15. The method of claim 13, wherein sustained release of the at
least one agent occurs over a period of at least 3 hours.
16. The method of claim 13, wherein a concentration of the at least
one agent in a patient's blood plasma remains less than a
therapeutic concentration normally required for a systemic effect
of the at least one agent.
17. The method of claim 13, further comprising applying a dose of
the at least one agent of more than 75 ug/kg body weight of the
patient.
18. The method of claim 13, further comprising administering the at
least one agent in a polymer matrix.
19. The method of any of claims 13-18, further comprising affixing
the formulation to a drug delivery device.
20. The formulation of any of claims 13-18, wherein the at least
one agent is a short-acting opioid or an active metabolite of a
short-acting opioid.
21. The method of any of claims 13-18, wherein more than one
pain-relief agent is delivered.
22. The method of any of claims 13-18, wherein the at least one
agent does not trigger a centrally mediated analgesic response in
the patient.
23. The method of any of claims 13-18, wherein the at least one
agent gives rise to at least one reduced side effect when compared
to the side effects produced by the at least one agent delivered by
a standard commercial system.
24. A method for treating a patient experiencing pain, comprising:
providing a sustained-release formulation having at least one
short-acting opioid in a polymer matrix, wherein the
sustained-release of the opioid occurs over a period of at least
three hours, and wherein the opioid has a systemic concentration
sufficiently low to avoid triggering a centrally-mediated analgesic
response in the patient, and locally delivering said
sustained-release formulation to said patient.
25. The method of any of claims 13-18 or 24, wherein the at least
one agent has a blood-plasma elimination half-life of less than
about 10 minutes.
Description
RELATED APPLICATIONS
[0001] This application claims the benefit of U.S. Patent
Application No. 60/853,658, filed Oct. 23, 2006, which application
is hereby incorporated by reference in its entirety.
BACKGROUND OF THE INVENTION
[0002] Severe localized pain is associated with many physiological
conditions, including, but not limited to, osteoarthritis,
post-herpetic neuralgia, and post-surgical pain. Attempts to treat
these conditions have included systemic administration of
non-steroidal anti-inflammatory drugs (NSAIDS), steroids, and
opioids. Unfortunately, such attempts often lead to systemic side
effects while leaving insufficient drug present at the active site
of the disease. As an example, a once a day oral sustained release
formulation for morphine (Avinza.RTM.) is available for use in
patients with osteoarthritis. Although effective at treating
osteoarthritis, the formulation causes considerable side effects
such as nausea, constipation, and vomiting. Such side effects often
result from centrally mediated analgesia, produced through
activation of opioid receptors in the central nervous system.

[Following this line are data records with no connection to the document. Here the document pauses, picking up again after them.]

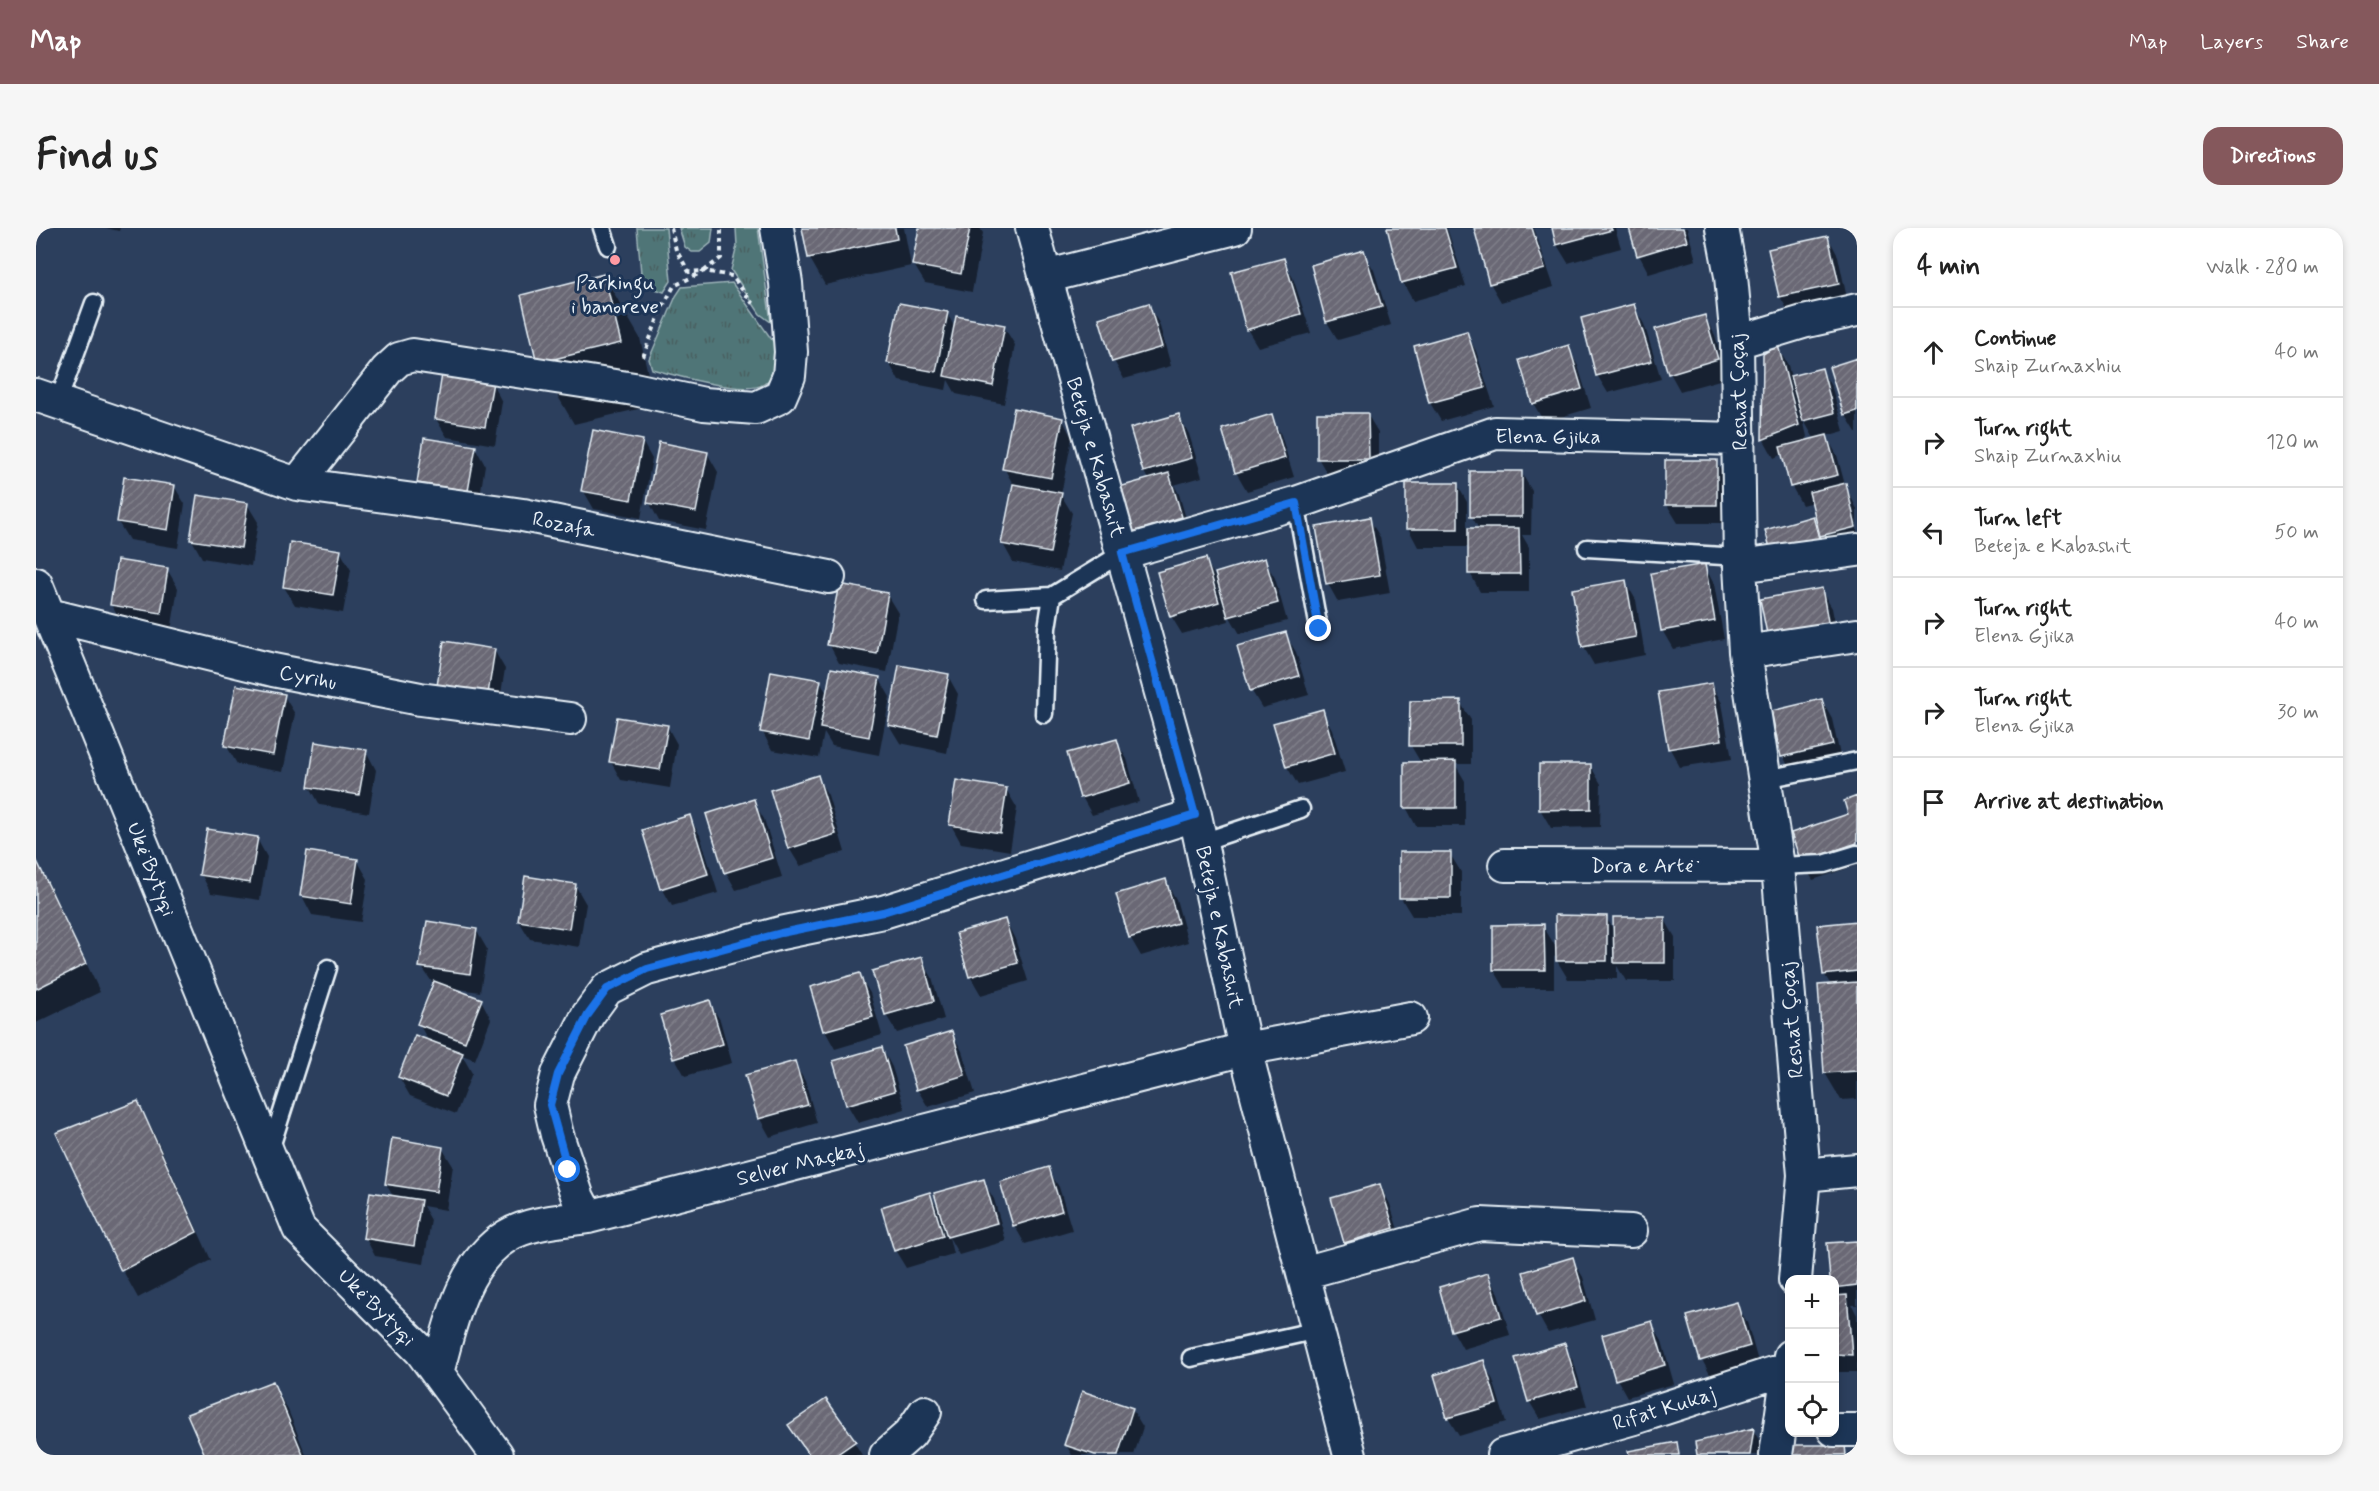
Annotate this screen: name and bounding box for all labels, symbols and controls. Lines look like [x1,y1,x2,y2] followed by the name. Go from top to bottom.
[30,24,81,61] text: Map
[2129,28,2167,56] text: Map
[2200,28,2263,56] text: Layers
[2296,28,2349,56] text: Share
[2203,127,2343,185] button: Directions
[36,129,158,184] text: Find us
[1917,250,1980,284] text: 4 min
[608,253,622,267] marker: Parkingu i banoreve
[2206,254,2319,281] text: Walk · 280 m
[571,269,659,321] place label: Parkingu i banoreve
[1974,325,2056,353] text: Continue
[1723,333,1755,451] street label: Reshat Çoçaj
[1917,336,1950,369] icon: ahead
[2275,339,2319,366] text: 40 m
[1974,353,2122,380] text: Shaip Zurnaxhiu
[1059,374,1131,541] street label: Beteja e Kabashit
[1974,415,2072,443] text: Turn right
[1495,423,1601,451] street label: Elena Gjika
[1917,426,1950,459] icon: right
[2266,429,2319,456] text: 120 m
[1974,443,2122,470] text: Shaip Zurnaxhiu
[530,505,598,545] street label: Rozafa
[1974,505,2062,533] text: Turn left
[1917,516,1950,549] icon: left
[2274,519,2319,546] text: 50 m
[1974,533,2132,560] text: Beteja e Kabashit
[1974,595,2072,623] text: Turn right
[1917,606,1950,639] icon: right
[2275,609,2319,636] text: 40 m
[1305,615,1331,641] route end
[1974,623,2074,650] text: Elena Gjika
[277,659,339,697] street label: Cyrihu
[1974,685,2072,713] text: Turn right
[1917,696,1950,729] icon: right
[2277,699,2319,726] text: 30 m
[1974,713,2074,740] text: Elena Gjika
[1917,786,1950,819] icon: arrive
[1974,788,2164,816] text: Arrive at destination
[119,818,183,921] street label: Ukë Bytyqi
[1188,843,1250,1012] street label: Beteja e Kabashit
[1591,852,1699,880] street label: Dora e Artë
[1773,960,1811,1079] street label: Reshat Çoçaj
[734,1135,867,1193] street label: Selver Maçkaj
[554,1156,580,1182] route start
[331,1263,422,1353] street label: Ukë Bytyqi
[1785,1275,1839,1437] map controls
[1785,1275,1839,1329] button: +
[1785,1329,1839,1383] button: −
[1609,1380,1719,1438] street label: Rifat Kukaj
[1785,1383,1839,1437] button: locate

[0003] Intrathecal or epidural administration is marginally
effective for reducing the side effects caused by some
pain-relieving agents, but often only if reduced dosages are
administered. Often, such reduced dosages are lower than is
necessary or desirable to treat a patient's pain effectively.
Accordingly, an improved system is needed for providing localized,
sustained release of short-acting pain-relief drugs without
heightening the side effects of such drugs. That is, an improved
system is needed to deliver high, localized doses while maintaining
low systemic plasma levels of the drug.
SUMMARY OF THE INVENTION
[0004] The present invention provides for improved sustained
release delivery of short-acting pain-relief agents. In certain
aspects, the invention provides for improved sustained release
delivery of opioids alone or in conjunction with other
therapeutics. In certain aspects, the invention includes providing
high, localized therapeutic levels of a pain-relief agent while
producing low systemic levels of the agent. In one aspect, the
present invention provides for sustained release formulations of
the agent. The invention also relates to pharmaceutical
compositions comprising one or more pharmaceutically acceptable
carriers, diluents, adjuvants, or excipients in combination with
the pain-relief agent. In certain aspects, the invention provides
for methods of providing localized delivery of the agent and
formulations thereof to a patient in need.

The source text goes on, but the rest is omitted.